» **TASK ITEM**
Lines with "Школа" in them are to be located in the listing below and copied.
===
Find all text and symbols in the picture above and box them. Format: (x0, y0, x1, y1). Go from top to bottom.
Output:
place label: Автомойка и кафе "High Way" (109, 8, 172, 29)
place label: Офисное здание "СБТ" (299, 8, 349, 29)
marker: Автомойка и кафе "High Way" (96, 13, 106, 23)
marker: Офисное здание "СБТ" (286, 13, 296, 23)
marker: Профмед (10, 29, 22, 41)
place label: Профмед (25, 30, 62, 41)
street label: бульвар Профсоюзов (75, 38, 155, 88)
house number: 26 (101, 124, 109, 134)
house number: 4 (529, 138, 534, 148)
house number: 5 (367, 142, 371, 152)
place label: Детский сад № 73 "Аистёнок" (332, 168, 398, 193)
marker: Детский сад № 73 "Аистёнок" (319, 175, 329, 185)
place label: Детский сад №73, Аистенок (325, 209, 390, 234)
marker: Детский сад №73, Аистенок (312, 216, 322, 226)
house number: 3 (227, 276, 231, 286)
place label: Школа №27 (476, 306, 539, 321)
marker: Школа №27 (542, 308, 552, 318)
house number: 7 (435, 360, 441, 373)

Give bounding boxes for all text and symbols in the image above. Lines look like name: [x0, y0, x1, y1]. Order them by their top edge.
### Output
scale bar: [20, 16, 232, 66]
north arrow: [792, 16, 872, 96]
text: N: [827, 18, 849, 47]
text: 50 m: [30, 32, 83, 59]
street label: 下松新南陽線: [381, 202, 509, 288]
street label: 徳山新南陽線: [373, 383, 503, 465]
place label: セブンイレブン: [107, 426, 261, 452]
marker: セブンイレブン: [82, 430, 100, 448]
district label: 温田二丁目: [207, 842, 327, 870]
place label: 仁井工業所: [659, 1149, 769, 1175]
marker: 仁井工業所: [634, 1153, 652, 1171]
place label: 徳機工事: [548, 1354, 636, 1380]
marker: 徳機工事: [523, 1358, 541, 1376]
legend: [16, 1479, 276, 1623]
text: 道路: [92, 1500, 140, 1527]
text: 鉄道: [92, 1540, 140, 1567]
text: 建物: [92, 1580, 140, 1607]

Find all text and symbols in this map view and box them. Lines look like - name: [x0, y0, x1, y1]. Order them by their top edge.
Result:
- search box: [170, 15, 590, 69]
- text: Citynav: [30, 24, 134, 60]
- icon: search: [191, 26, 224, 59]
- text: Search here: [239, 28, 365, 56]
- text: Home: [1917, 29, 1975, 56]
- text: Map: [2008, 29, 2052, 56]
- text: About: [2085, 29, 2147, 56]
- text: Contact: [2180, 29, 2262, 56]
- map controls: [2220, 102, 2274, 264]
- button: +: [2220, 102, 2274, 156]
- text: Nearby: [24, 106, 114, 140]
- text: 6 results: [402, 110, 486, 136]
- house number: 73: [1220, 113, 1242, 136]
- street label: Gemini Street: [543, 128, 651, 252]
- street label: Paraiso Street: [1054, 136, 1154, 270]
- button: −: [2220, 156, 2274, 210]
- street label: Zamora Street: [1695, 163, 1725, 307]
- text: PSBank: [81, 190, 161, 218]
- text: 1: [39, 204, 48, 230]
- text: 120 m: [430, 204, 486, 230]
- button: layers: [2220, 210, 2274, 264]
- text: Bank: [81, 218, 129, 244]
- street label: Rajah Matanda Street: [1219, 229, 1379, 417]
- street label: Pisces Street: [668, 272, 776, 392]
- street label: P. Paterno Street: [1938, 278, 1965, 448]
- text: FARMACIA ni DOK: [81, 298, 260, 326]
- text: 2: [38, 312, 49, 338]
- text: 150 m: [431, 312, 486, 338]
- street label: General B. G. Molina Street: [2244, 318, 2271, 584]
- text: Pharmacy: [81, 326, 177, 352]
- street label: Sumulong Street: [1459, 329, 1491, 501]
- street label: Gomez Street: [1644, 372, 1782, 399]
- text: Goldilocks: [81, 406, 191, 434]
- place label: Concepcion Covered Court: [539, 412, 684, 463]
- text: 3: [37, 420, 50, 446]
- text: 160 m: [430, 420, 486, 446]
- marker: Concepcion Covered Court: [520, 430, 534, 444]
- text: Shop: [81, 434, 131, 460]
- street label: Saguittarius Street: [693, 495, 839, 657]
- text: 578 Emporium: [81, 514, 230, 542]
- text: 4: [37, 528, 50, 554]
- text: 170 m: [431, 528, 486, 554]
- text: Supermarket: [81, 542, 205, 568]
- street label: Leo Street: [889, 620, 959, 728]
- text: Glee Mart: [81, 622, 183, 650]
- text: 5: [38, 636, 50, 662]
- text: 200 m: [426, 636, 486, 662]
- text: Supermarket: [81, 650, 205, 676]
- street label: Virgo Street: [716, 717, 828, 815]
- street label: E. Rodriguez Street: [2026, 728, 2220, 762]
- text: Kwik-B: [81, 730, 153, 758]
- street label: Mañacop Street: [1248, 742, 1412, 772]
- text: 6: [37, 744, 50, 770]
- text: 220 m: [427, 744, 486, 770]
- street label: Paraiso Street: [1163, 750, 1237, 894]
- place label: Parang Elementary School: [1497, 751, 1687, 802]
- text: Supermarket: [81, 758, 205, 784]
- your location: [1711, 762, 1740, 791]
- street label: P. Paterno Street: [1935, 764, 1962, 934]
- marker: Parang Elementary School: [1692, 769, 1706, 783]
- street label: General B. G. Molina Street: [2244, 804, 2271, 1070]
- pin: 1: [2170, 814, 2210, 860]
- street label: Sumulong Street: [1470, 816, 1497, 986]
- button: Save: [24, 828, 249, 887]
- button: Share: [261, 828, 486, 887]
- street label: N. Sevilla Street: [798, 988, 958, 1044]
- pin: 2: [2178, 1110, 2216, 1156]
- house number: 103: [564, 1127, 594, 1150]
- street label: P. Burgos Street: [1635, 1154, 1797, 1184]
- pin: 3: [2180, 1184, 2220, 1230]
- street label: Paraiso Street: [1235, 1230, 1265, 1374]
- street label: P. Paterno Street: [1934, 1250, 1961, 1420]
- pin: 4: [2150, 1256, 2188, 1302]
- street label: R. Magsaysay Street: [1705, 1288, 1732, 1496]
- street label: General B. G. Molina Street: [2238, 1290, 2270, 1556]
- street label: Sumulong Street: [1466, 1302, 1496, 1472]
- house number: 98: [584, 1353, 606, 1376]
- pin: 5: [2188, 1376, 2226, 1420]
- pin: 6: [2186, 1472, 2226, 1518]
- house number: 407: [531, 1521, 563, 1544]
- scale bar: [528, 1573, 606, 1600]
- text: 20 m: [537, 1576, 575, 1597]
===
» **TASK ANSWER**
place label: Школа №27 (476, 306, 539, 321)
marker: Школа №27 (542, 308, 552, 318)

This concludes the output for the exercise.